Anchorman: The Legend Of Ron Burgundy is actor Will Ferrell and director Adam McKay’s creation, originating in 2004 to mixed reviews on the lines of how low can comedy stoop before it qualifies as certifiably stupid.
Since then it has resurrected as cult viewing amongst the young and helped Steve Carell and Paul Rudd to gain the dizzying heights of boredom.
Burgundy is a TV newscaster from San Diego whose bloated opinion of his own importance is a dangerous cocktail for those with their brains still hinged.
The Legend Continues brings Ron and his team, which includes a mentally defective weatherman (Carell), the Don Juan of investigative journalism (Rudd) and a hot headed, rednecked sports jock (David Koechner), to the Big Apple where they are hired to cover the graveyard shift on a new TV channel.
Ferrell and McKay succeed in breaking every rule of scriptwriting and surprising the audience with their twists and lifts.
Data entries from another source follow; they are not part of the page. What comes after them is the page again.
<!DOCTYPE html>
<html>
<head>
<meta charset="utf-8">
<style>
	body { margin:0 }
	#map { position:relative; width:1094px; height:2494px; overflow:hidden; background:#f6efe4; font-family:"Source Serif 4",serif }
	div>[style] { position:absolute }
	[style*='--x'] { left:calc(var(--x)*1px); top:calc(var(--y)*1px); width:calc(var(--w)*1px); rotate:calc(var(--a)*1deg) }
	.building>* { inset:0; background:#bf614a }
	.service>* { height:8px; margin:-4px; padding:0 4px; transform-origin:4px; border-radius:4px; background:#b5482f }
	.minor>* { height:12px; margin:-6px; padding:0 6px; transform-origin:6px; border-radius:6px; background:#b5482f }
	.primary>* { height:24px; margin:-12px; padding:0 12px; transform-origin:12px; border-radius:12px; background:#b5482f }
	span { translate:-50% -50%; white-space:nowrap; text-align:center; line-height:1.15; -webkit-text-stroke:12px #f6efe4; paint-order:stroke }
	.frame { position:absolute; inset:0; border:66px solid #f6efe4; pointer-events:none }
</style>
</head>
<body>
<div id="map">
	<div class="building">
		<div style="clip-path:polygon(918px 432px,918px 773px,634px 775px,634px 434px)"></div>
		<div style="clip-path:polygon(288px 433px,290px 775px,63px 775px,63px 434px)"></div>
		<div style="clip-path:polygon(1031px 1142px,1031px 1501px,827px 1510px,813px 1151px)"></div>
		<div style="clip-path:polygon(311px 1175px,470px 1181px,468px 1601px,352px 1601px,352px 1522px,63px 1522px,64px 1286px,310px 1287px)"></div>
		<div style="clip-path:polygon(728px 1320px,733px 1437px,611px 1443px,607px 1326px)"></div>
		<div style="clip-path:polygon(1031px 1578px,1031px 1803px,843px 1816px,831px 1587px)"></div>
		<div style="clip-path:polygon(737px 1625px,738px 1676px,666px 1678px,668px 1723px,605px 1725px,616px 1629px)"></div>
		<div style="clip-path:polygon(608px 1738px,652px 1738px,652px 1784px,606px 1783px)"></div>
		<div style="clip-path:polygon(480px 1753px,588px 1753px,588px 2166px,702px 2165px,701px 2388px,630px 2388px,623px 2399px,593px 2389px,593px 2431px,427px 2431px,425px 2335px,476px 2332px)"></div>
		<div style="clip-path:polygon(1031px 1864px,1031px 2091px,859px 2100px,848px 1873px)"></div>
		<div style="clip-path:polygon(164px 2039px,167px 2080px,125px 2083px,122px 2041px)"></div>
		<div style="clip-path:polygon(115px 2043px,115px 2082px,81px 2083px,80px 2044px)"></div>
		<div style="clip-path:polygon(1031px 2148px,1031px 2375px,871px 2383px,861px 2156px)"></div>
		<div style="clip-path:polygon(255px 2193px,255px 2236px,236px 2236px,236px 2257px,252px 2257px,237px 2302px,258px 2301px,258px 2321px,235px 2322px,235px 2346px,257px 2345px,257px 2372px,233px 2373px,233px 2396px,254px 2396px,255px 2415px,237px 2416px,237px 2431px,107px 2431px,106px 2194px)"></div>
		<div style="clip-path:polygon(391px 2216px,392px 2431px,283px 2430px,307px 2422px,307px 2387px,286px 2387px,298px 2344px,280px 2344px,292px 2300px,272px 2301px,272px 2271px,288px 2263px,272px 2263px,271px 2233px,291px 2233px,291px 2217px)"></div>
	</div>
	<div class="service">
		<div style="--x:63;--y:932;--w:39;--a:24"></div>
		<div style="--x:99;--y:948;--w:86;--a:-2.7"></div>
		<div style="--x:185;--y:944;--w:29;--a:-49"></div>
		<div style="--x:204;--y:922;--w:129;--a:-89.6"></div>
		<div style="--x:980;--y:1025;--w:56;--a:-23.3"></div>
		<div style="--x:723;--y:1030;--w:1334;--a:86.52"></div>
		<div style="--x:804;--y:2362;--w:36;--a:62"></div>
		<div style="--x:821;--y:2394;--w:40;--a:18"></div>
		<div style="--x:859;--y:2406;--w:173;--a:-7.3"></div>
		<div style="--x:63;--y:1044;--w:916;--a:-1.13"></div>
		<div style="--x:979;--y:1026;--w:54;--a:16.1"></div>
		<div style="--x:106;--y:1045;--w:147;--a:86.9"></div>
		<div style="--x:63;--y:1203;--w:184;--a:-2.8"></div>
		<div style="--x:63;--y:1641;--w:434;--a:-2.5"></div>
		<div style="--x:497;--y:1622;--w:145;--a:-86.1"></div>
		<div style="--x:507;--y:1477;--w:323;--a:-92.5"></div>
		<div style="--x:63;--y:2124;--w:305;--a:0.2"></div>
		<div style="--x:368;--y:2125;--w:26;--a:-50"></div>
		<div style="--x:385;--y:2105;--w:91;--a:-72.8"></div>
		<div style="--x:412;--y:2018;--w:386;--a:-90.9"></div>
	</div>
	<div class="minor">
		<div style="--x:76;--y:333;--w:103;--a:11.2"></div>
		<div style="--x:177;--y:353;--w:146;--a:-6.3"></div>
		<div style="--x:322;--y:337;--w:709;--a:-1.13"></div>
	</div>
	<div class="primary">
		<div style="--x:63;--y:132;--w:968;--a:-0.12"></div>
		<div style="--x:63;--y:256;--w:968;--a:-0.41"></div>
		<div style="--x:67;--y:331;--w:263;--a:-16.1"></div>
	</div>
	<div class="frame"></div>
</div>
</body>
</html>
When jokes fail and subplots subside weaker and sillier ones are on hand as replacements.
Burgundy’s ability to survive cockups on an industrial scale is impressive. His attitude towards women has not changed and the general feeling that political correctness should be kicked into the long grass remains central to his humour.
The film is mad, which means unpredictable and difficult to trust. Burgundy represents an element of tabloid television that appears to be growing. It’s not the sleaze that sticks; it’s the insensitivity.